Speaking of supply and demand, one reason demand for new homes is up is thanks to improvements in the job market. The government's June jobs report was just released with a note of disappointment — a revised hiring estimate was brought down by 60,000 jobs, the labor force shrank as some job seekers left the market and wage stagnation continues to be an issue. However, FiveThirtyEight points out that the country has added jobs for 57 consecutive months, and while no jobs report has been perfect, it's been three years since the country has had a truly bad month for job growth.
Moreover, the outlook for future jobs growth continues to be viewed positively by experts. Doug Duncan, chief economist at Fannie Mae, told Forbes “The pickup in jobs is resulting in some increase in real incomes, so the demand side [for housing] is strengthening faster than the supply side.” Duncan said the country is on track to add two million new jobs this year.
Interest Rates Still Expected to Rise
An improving housing market paired with healthy job growth undoubtedly leads to one question: How soon will the Fed raise interest rates, and by how much? Much of the housing news coverage over the last few months has focused on this question. Despite a lot of coverage and predictions, the answer to that question remains elusive.
In the first quarter, Janet Yellen first raised the prospect of a rate increase sometime this year. Some of Yellen's Federal Reserve colleagues then weighed in with their opinions of how and when such increases should take place.
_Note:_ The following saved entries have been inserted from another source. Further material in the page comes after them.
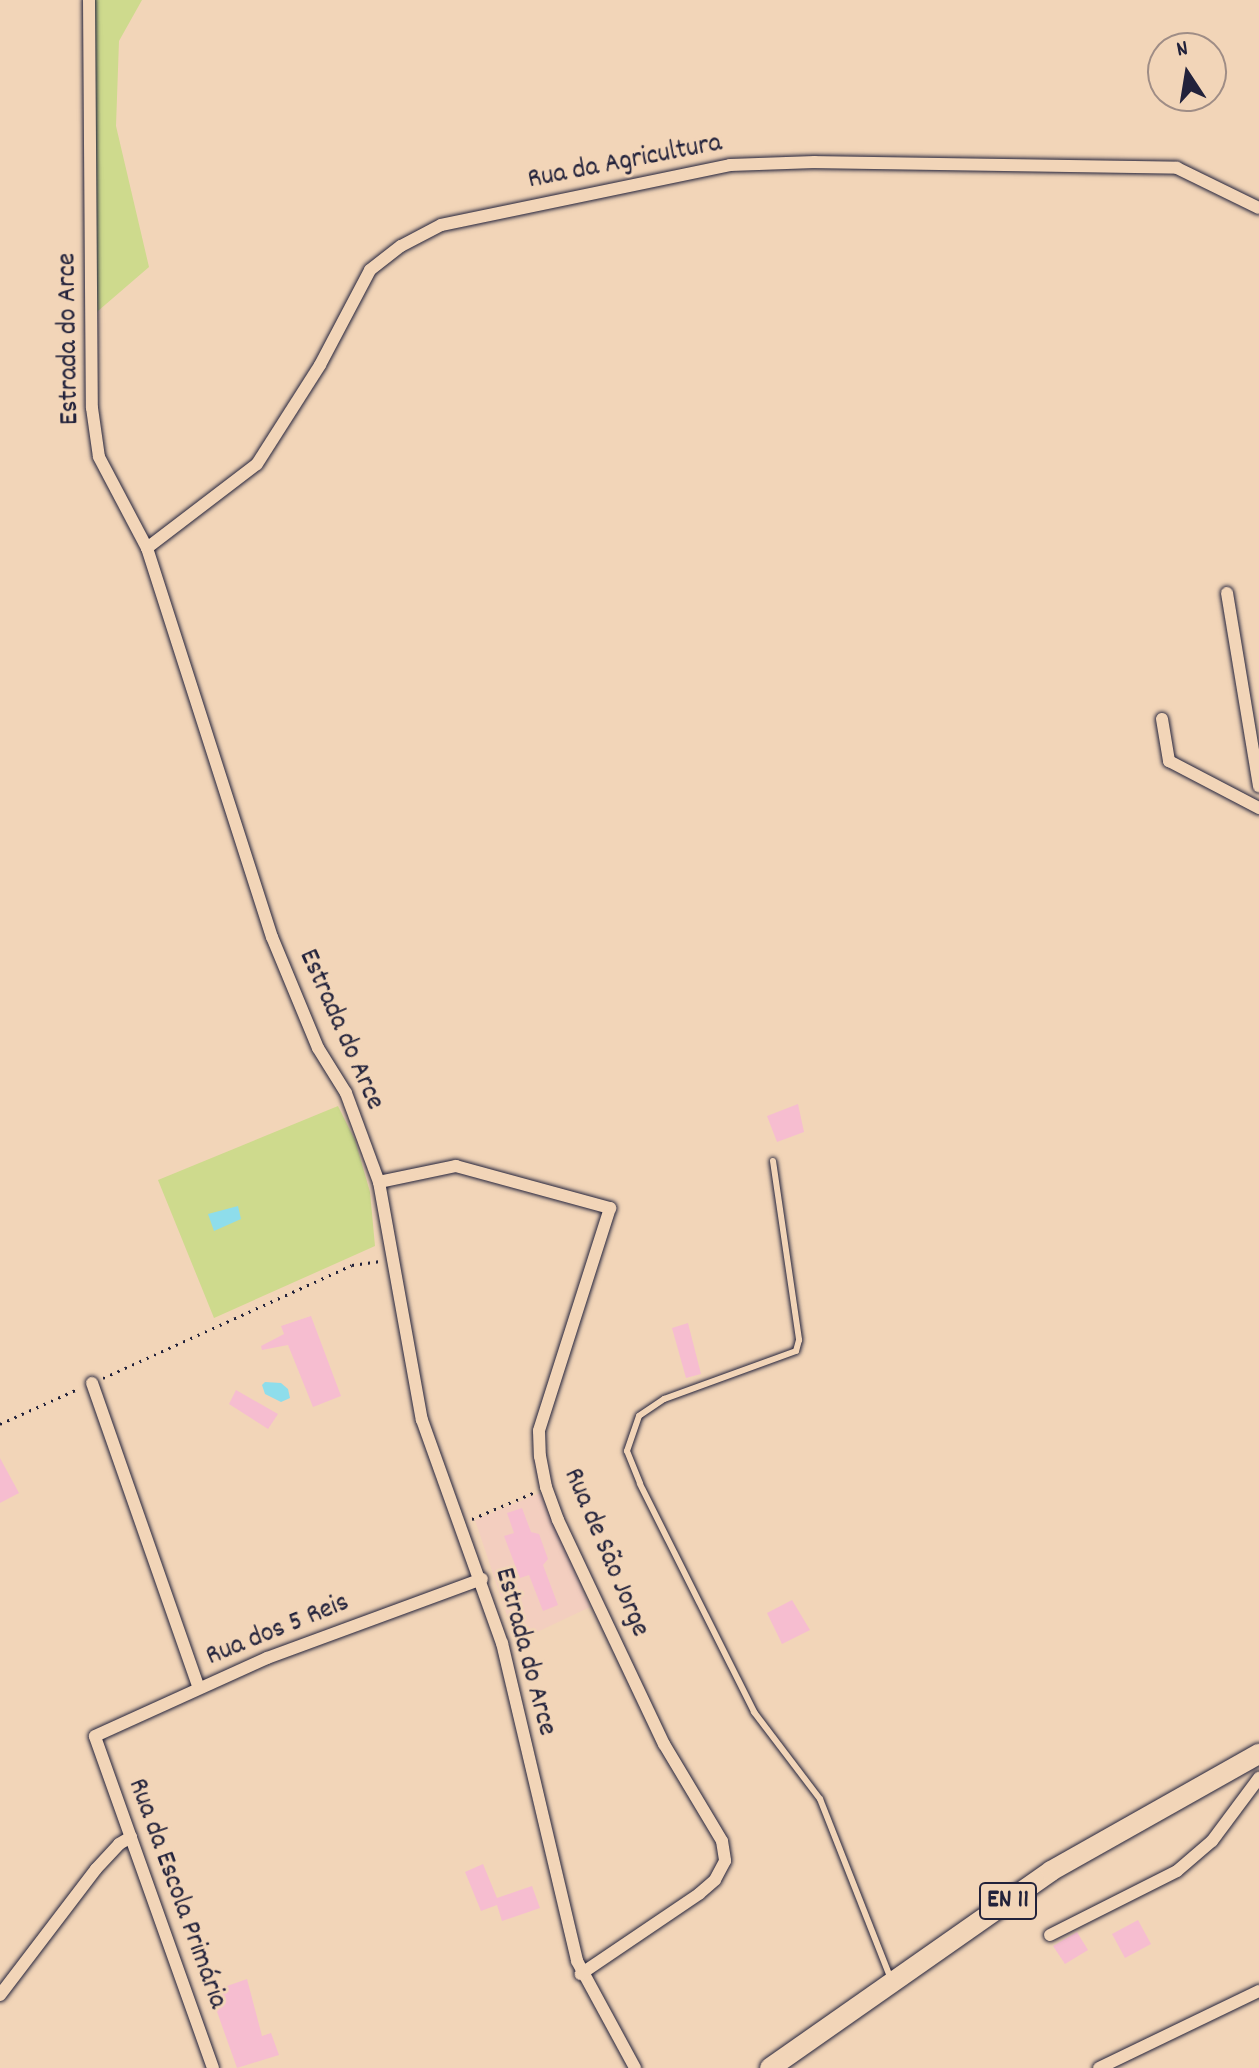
<!DOCTYPE html>
<meta charset="utf-8">
<style>
body{margin:0}
#map{position:relative;width:1259px;height:2068px;overflow:hidden;background:#f2d5b8;font-family:Dekko,sans-serif}
div>[style]{position:absolute}
.built>*{inset:0;background:#f3cebf}
.green>*{inset:0;background:#ceda8d}
.water>*{inset:0;background:#8eddeb}
.building>*{inset:0;background:#f6bdd0}
.path>*{height:3px;margin-top:-1.5px;transform-origin:0;background:repeating-linear-gradient(90deg,#22223b 0 2px,transparent 0 8px)}
.roads{filter:drop-shadow(0 0 2px #22223b) drop-shadow(0 0 2px #22223b)}
.service>*{height:6px;margin:-3px;padding:0 3px;transform-origin:3px;border-radius:3px;background:#f2d5b8}
.minor>*{height:12px;margin:-6px;padding:0 6px;transform-origin:6px;border-radius:6px;background:#f2d5b8}
.primary>*{height:20px;margin:-10px;padding:0 10px;transform-origin:10px;border-radius:10px;background:#f2d5b8}
span{translate:-50% -50%;white-space:nowrap;text-align:center;line-height:1.15;-webkit-text-stroke:6px #f2d5b8;paint-order:stroke}
.shield-label span{padding:2px 6px;background:#f2d5b8;border:2px solid;border-radius:6px;-webkit-text-stroke-width:0}
.shield-label{font-size:26px;color:#22223b;font-weight:700}
.street-label{font-size:28px;color:#22223b}
.north{position:absolute;left:1147px;top:32px;width:80px;height:80px;box-sizing:border-box;background:#f2d5b8;border:2px solid #9f8d86;border-radius:50%;rotate:348deg;font-size:22px;font-weight:700;line-height:32px;text-align:center;color:#22223b}
.north::after{content:'';display:block;margin:auto;width:28px;height:36px;background:#22223b;clip-path:polygon(50% 0,100% 100%,50% 72%,0 100%)}
</style>
<div id="map">
<div class="built">
<div style="clip-path:polygon(540px 1493px,590px 1607px,516px 1642px,475px 1520px)"></div>
</div>
<div class="green">
<div style="clip-path:polygon(89px 0,142px 0,119px 41px,116px 126px,149px 267px,91px 317px)"></div>
<div style="clip-path:polygon(338px 1106px,355px 1140px,370px 1192px,375px 1246px,214px 1318px,158px 1180px)"></div>
</div>
<div class="water">
<div style="clip-path:polygon(238px 1206px,241px 1219px,214px 1231px,208px 1214px)"></div>
<div style="clip-path:polygon(265px 1382px,281px 1383px,288px 1389px,290px 1398px,281px 1402px,265px 1394px,262px 1385px)"></div>
</div>
<div class="building">
<div style="clip-path:polygon(798px 1104px,804px 1132px,777px 1142px,767px 1116px)"></div>
<div style="clip-path:polygon(311px 1316px,341px 1396px,313px 1407px,288px 1345px,262px 1350px,261px 1346px,284px 1334px,281px 1326px)"></div>
<div style="clip-path:polygon(688px 1323px,701px 1374px,686px 1378px,672px 1328px)"></div>
<div style="clip-path:polygon(236px 1390px,278px 1414px,268px 1429px,229px 1404px)"></div>
<div style="clip-path:polygon(0 1458px,19px 1493px,0 1503px)"></div>
<div style="clip-path:polygon(522px 1508px,531px 1532px,539px 1534px,548px 1559px,543px 1565px,558px 1605px,543px 1611px,529px 1575px,520px 1578px,504px 1536px,514px 1533px,507px 1513px)"></div>
<div style="clip-path:polygon(792px 1600px,810px 1630px,782px 1644px,767px 1613px)"></div>
<div style="clip-path:polygon(483px 1864px,497px 1898px,532px 1886px,540px 1908px,502px 1921px,497px 1905px,481px 1911px,465px 1872px)"></div>
<div style="clip-path:polygon(1138px 1920px,1151px 1944px,1125px 1958px,1112px 1934px)"></div>
<div style="clip-path:polygon(1077px 1932px,1088px 1950px,1065px 1964px,1053px 1946px)"></div>
<div style="clip-path:polygon(247px 1979px,262px 2036px,271px 2033px,279px 2055px,237px 2068px,210px 1992px)"></div>
</div>
<div class="path">
<div style="left:103px;top:1378px;width:273px;rotate:-24.4deg"></div>
<div style="left:352px;top:1265px;width:27px;rotate:-8deg"></div>
<div style="left:0;top:1424px;width:85px;rotate:-24.2deg"></div>
<div style="left:472px;top:1519px;width:69px;rotate:-23.2deg"></div>
</div>
<div class="roads">
<div class="service">
<div style="left:773px;top:1161px;width:181px;rotate:81.7deg"></div>
<div style="left:799px;top:1340px;width:11px;rotate:105deg"></div>
<div style="left:796px;top:1351px;width:140px;rotate:160deg"></div>
<div style="left:664px;top:1399px;width:30px;rotate:146deg"></div>
<div style="left:639px;top:1416px;width:37px;rotate:109deg"></div>
<div style="left:627px;top:1451px;width:35px;rotate:68deg"></div>
<div style="left:640px;top:1484px;width:255px;rotate:63.4deg"></div>
<div style="left:754px;top:1712px;width:109px;rotate:52.8deg"></div>
<div style="left:820px;top:1799px;width:193px;rotate:68.5deg"></div>
</div>
<div class="minor">
<div style="left:89px;top:0;width:408px;rotate:89.6deg"></div>
<div style="left:92px;top:408px;width:49px;rotate:81.9deg"></div>
<div style="left:99px;top:457px;width:103px;rotate:62.2deg"></div>
<div style="left:147px;top:548px;width:409px;rotate:72.2deg"></div>
<div style="left:272px;top:937px;width:120px;rotate:67.5deg"></div>
<div style="left:318px;top:1048px;width:53px;rotate:58.1deg"></div>
<div style="left:346px;top:1093px;width:95px;rotate:69.7deg"></div>
<div style="left:379px;top:1182px;width:242px;rotate:79.8deg"></div>
<div style="left:422px;top:1420px;width:237px;rotate:70.3deg"></div>
<div style="left:502px;top:1643px;width:327px;rotate:76.7deg"></div>
<div style="left:577px;top:1961px;width:122px;rotate:61.5deg"></div>
<div style="left:147px;top:548px;width:138px;rotate:-37.4deg"></div>
<div style="left:257px;top:464px;width:117px;rotate:-57.5deg"></div>
<div style="left:320px;top:365px;width:107px;rotate:-62.2deg"></div>
<div style="left:370px;top:270px;width:39px;rotate:-38deg"></div>
<div style="left:401px;top:246px;width:45px;rotate:-27.7deg"></div>
<div style="left:441px;top:225px;width:295px;rotate:-11.7deg"></div>
<div style="left:730px;top:165px;width:85px;rotate:-2deg"></div>
<div style="left:815px;top:162px;width:362px;rotate:0.9deg"></div>
<div style="left:1177px;top:168px;width:91px;rotate:26deg"></div>
<div style="left:1227px;top:593px;width:196px;rotate:80.6deg"></div>
<div style="left:1162px;top:719px;width:43px;rotate:80.5deg"></div>
<div style="left:1169px;top:761px;width:102px;rotate:27.6deg"></div>
<div style="left:379px;top:1182px;width:79px;rotate:-11.7deg"></div>
<div style="left:456px;top:1166px;width:160px;rotate:15.3deg"></div>
<div style="left:610px;top:1208px;width:234px;rotate:107.7deg"></div>
<div style="left:539px;top:1431px;width:25px;rotate:88deg"></div>
<div style="left:540px;top:1456px;width:32px;rotate:79deg"></div>
<div style="left:546px;top:1487px;width:35px;rotate:70deg"></div>
<div style="left:558px;top:1520px;width:248px;rotate:64.7deg"></div>
<div style="left:664px;top:1744px;width:113px;rotate:59.1deg"></div>
<div style="left:722px;top:1841px;width:20px;rotate:81deg"></div>
<div style="left:725px;top:1861px;width:21px;rotate:118deg"></div>
<div style="left:715px;top:1880px;width:21px;rotate:139deg"></div>
<div style="left:699px;top:1894px;width:143px;rotate:145.9deg"></div>
<div style="left:92px;top:1383px;width:323px;rotate:70.7deg"></div>
<div style="left:1050px;top:1935px;width:142px;rotate:-26.7deg"></div>
<div style="left:1177px;top:1871px;width:46px;rotate:-40.6deg"></div>
<div style="left:1212px;top:1841px;width:79px;rotate:-53.3deg"></div>
<div style="left:0;top:1995px;width:158px;rotate:-52.7deg"></div>
<div style="left:96px;top:1869px;width:34px;rotate:-47deg"></div>
<div style="left:119px;top:1844px;width:14px;rotate:-30deg"></div>
<div style="left:213px;top:2068px;width:352px;rotate:-109.6deg"></div>
<div style="left:95px;top:1736px;width:189px;rotate:-24.4deg"></div>
<div style="left:267px;top:1658px;width:229px;rotate:-20.2deg"></div>
<div style="left:1099px;top:2068px;width:178px;rotate:-25.7deg"></div>
</div>
<div class="primary">
<div style="left:770px;top:2068px;width:343px;rotate:-35deg"></div>
<div style="left:1051px;top:1871px;width:239px;rotate:-29.4deg"></div>
</div>
</div>
<div class="shield-label">
<span style="left:1008px;top:1901px">EN 11</span>
</div>
<div class="street-label">
<span style="left:625px;top:163px;rotate:-11deg">Rua da Agricultura</span>
<span style="left:70px;top:339px;rotate:-91deg">Estrada do Arce</span>
<span style="left:340px;top:1030px;rotate:66deg">Estrada do Arce</span>
<span style="left:605px;top:1553px;rotate:67deg">Rua de São Jorge</span>
<span style="left:278px;top:1631px;rotate:-22deg">Rua dos 5 Reis</span>
<span style="left:524px;top:1652px;rotate:75deg">Estrada do Arce</span>
<span style="left:176px;top:1894px;rotate:70deg">Rua da Escola Primária</span>
</div>
<div class="north">N</div>
</div>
Nearly all predictions were tied to strong job growth, which didn't materialize quite as expected.
The Employment Factor
June's mixed jobs report only added to earlier 2015 data suggesting that while employment was headed in the right direction, progress wasn't as sure-footed as projected. While an earlier prediction had the Fed raising rates in June, that didn't materialize due to less than stellar job reports. September was the revised prediction. Despite the June jobs report, Fed officials still predict a September rate increase.

International Economic Factors

Beyond U.S. employment concerns, wider macroeconomic factors are also in play. A declining dollar in April was part of the reason the Fed decided to put off a rate increase in June. However, experts at the time expected the dollar to still increase over time.
In Europe, a considerable amount of financial attention is going to the situation in Greece, where a default on an IMF payment at the end of June was followed by a historic "no"-vote referendum rejecting Greek creditors' austerity plan. However, Bloomberg reported ensuing declines were "muted."
"After five years, you have to believe a measure of the news from Greece is already built into the market,” said one investment strategist. “How many times can you be concerned about the same news? I think it loses its effectiveness over the near term.”


None of these stories for the first half of 2015 are finished. They're all still being written. We don't have clear answers on how much job growth we can expect and whether it will help home-buying affordability, and it looks as though interest rate hikes may be coming and the Greek crisis may yet add some further uncertainty to the plan.